2c. Confusion Matrix

logit_probs <- predict(logit_model, test_df, type = "response")
logit_preds <- factor(if_else(logit_probs > 0.5, "Approved", "Rejected"),
                      levels = c("Rejected", "Approved"))

logit_cm <- confusionMatrix(logit_preds, test_df$loan_status, positive = "Approved")

# Tidy confusion matrix display
cm_tbl <- as.data.frame(logit_cm$table)
ggplot(cm_tbl, aes(x = Reference, y = Prediction, fill = Freq)) +
  geom_tile(color = "white", linewidth = 1) +
  geom_text(aes(label = Freq), size = 7, fontface = "bold",
            color = "white") +
  scale_fill_gradient(low = COL_LIGHT, high = COL_NAVY) +
  labs(
    title    = "Logistic Regression — Confusion Matrix",
    subtitle = paste0("Accuracy: ",
                      round(logit_cm$overall["Accuracy"] * 100, 1), "%"),
    x = "Actual",
    y = "Predicted"
  ) +
  theme_datathon() +
  theme(legend.position = "none")

tibble(
  Metric    = c("Accuracy", "Sensitivity (Recall)", "Specificity", "Precision", "F1 Score"),
  Value     = c(
    round(logit_cm$overall["Accuracy"], 4),
    round(logit_cm$byClass["Sensitivity"], 4),
    round(logit_cm$byClass["Specificity"], 4),
    round(logit_cm$byClass["Precision"], 4),
    round(logit_cm$byClass["F1"], 4)
  )
) %>%
  kable() %>%
  kable_styling(bootstrap_options = c("striped", "hover"), full_width = FALSE)

Metric	Value
Accuracy	0.9128
Sensitivity (Recall)	0.9337
Specificity	0.8784
Precision	0.9268
F1 Score	0.9302

2d.

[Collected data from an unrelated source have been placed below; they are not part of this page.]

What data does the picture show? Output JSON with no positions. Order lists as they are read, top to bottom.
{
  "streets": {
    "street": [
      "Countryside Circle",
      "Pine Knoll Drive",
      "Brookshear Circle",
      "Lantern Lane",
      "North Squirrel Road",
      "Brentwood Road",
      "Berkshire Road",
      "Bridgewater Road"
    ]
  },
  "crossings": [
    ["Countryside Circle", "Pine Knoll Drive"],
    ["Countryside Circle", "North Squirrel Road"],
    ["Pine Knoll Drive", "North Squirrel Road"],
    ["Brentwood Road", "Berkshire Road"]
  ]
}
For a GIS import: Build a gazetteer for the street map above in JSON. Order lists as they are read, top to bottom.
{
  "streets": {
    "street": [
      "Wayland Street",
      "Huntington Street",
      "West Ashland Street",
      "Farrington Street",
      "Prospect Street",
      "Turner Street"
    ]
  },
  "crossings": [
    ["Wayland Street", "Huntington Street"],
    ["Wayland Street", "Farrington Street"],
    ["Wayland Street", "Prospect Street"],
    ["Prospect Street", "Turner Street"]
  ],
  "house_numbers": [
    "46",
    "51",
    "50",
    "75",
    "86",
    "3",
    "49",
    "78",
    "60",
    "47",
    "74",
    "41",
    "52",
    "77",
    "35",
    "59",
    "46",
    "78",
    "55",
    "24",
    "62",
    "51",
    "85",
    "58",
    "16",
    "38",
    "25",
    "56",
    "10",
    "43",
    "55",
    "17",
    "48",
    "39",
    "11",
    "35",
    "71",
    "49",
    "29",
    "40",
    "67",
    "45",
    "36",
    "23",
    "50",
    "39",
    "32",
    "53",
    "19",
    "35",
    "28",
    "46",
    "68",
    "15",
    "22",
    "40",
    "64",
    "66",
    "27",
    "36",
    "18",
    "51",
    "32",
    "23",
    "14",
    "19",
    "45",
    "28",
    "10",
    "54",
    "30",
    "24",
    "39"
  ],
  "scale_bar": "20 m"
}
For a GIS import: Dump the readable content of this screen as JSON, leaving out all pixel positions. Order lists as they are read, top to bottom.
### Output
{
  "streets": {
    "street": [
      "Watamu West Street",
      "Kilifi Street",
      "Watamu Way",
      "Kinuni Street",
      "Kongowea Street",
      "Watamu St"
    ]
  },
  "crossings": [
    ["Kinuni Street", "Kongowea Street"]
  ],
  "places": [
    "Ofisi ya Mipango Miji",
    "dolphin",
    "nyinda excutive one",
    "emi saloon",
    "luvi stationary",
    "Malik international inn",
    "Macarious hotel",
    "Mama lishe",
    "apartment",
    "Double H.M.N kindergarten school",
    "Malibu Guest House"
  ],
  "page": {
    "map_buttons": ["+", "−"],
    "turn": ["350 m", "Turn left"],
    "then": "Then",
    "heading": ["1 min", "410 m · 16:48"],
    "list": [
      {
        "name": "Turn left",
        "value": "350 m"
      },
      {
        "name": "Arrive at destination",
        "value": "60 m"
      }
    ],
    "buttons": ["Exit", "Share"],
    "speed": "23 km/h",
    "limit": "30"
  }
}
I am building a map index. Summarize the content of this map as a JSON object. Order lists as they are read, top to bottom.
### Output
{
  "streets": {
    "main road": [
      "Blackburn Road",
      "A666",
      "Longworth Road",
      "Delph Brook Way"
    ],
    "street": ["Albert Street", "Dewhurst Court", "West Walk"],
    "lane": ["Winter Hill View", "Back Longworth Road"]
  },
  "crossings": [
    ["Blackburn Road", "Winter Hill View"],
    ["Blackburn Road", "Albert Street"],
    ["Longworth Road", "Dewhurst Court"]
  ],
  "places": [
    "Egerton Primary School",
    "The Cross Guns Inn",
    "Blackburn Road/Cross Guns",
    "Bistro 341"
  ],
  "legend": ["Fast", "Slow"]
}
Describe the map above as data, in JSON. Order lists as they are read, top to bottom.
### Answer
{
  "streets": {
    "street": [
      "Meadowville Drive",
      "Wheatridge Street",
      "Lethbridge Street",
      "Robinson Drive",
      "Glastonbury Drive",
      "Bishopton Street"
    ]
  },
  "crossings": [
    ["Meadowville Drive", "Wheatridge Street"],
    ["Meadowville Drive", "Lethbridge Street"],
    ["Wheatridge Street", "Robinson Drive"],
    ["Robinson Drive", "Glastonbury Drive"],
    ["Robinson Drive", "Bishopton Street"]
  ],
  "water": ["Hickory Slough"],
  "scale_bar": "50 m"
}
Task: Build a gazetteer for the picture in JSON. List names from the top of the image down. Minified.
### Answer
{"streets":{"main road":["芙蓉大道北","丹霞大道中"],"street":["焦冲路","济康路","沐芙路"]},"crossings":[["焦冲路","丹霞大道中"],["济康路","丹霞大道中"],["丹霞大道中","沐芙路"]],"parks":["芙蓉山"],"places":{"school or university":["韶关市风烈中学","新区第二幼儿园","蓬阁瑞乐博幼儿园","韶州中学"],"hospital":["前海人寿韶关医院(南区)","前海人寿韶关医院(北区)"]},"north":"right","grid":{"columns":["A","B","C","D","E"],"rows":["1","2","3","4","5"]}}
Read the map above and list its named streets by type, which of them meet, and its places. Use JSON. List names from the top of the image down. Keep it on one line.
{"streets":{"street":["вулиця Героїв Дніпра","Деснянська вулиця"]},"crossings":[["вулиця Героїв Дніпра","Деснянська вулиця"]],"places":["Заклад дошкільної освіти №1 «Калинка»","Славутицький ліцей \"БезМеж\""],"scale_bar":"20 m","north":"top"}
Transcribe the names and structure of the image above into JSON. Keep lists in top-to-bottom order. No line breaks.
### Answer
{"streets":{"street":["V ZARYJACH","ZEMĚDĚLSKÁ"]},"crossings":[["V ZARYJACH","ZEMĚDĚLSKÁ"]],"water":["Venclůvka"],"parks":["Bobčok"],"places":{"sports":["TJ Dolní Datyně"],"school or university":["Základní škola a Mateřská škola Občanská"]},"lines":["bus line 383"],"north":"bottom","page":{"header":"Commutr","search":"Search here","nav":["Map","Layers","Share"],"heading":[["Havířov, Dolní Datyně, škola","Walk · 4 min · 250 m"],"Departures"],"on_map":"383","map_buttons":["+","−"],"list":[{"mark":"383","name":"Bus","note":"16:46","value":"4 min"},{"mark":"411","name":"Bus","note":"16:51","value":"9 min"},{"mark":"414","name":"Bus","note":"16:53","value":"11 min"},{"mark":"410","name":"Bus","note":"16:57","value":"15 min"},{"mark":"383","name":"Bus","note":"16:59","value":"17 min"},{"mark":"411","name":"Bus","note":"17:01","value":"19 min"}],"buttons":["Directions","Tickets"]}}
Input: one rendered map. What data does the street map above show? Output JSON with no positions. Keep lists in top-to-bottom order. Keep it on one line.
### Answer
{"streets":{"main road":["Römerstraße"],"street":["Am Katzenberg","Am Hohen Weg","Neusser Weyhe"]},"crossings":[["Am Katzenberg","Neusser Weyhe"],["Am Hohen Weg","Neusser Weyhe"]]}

ROC Curve & AUC

logit_roc <- roc(
  response  = as.numeric(test_df$loan_status == "Approved"),
  predictor = logit_probs
)

logit_auc <- round(auc(logit_roc), 4)

roc_df <- data.frame(
  specificity = logit_roc$specificities,
  sensitivity = logit_roc$sensitivities
)

p_roc_logit <- ggplot(roc_df, aes(x = 1 - specificity, y = sensitivity)) +
  geom_line(color = COL_APPROVED, linewidth = 1.2) +
  geom_abline(linetype = "dashed", color = "#94A3B8") +
  annotate("text", x = 0.65, y = 0.15,
           label = paste0("AUC = ", logit_auc),
           size = 5, fontface = "bold", color = COL_NAVY) +
  labs(
    title    = "Logistic Regression — ROC Curve",
    subtitle = "Diagonal = random classifier baseline",
    x        = "1 − Specificity (False Positive Rate)",
    y        = "Sensitivity (True Positive Rate)"
  ) +
  theme_datathon()

ggplotly(p_roc_logit)

AUC = 0.9742 — values above 0.90 indicate excellent discrimination.

3. Decision Tree

Rule-based and highly explainable — ideal for presenting to a non-technical audience. The tree diagram tells the story visually without needing statistical interpretation.

3a. Fit Model

tree_model <- rpart(
  loan_status ~ .,
  data   = train_df,
  method = "class",
  control = rpart.control(
    cp       = 0.005,   # complexity parameter — lower = deeper tree
    maxdepth = 5,       # cap depth for readability
    minsplit = 20
  )
)

3b. Tree Visualization

rpart.plot(
  tree_model,
  type    = 4,
  extra   = 104,       # show probability + % of obs
  fallen.leaves = TRUE,
  main    = "Decision Tree — Loan Approval",
  box.palette = list(COL_REJECTED, COL_APPROVED),
  shadow.col  = "gray80",
  cex     = 0.75
)

3c. Feature Importance

tree_imp <- tree_model$variable.importance %>%
  enframe(name = "feature", value = "importance") %>%
  mutate(
    importance = round(importance, 2),
    pct        = round(importance / sum(importance) * 100, 1)
  ) %>%
  arrange(desc(importance))

p_tree_imp <- ggplot(tree_imp, aes(x = reorder(feature, importance),
                                    y = importance, fill = importance)) +
  geom_col(show.legend = FALSE, alpha = 0.9) +
  geom_text(aes(label = paste0(pct, "%")),
            hjust = -0.15, size = 3.5, color = COL_NAVY) +
  coord_flip() +
  scale_fill_gradient(low = COL_LIGHT, high = COL_NAVY) +
  scale_y_continuous(expand = expansion(mult = c(0, 0.2))) +
  labs(
    title    = "Decision Tree — Feature Importance",
    subtitle = "Relative contribution to splitting decisions",
    x        = NULL,
    y        = "Importance Score"
  ) +
  theme_datathon()

ggplotly(p_tree_imp, tooltip = c("x", "y"))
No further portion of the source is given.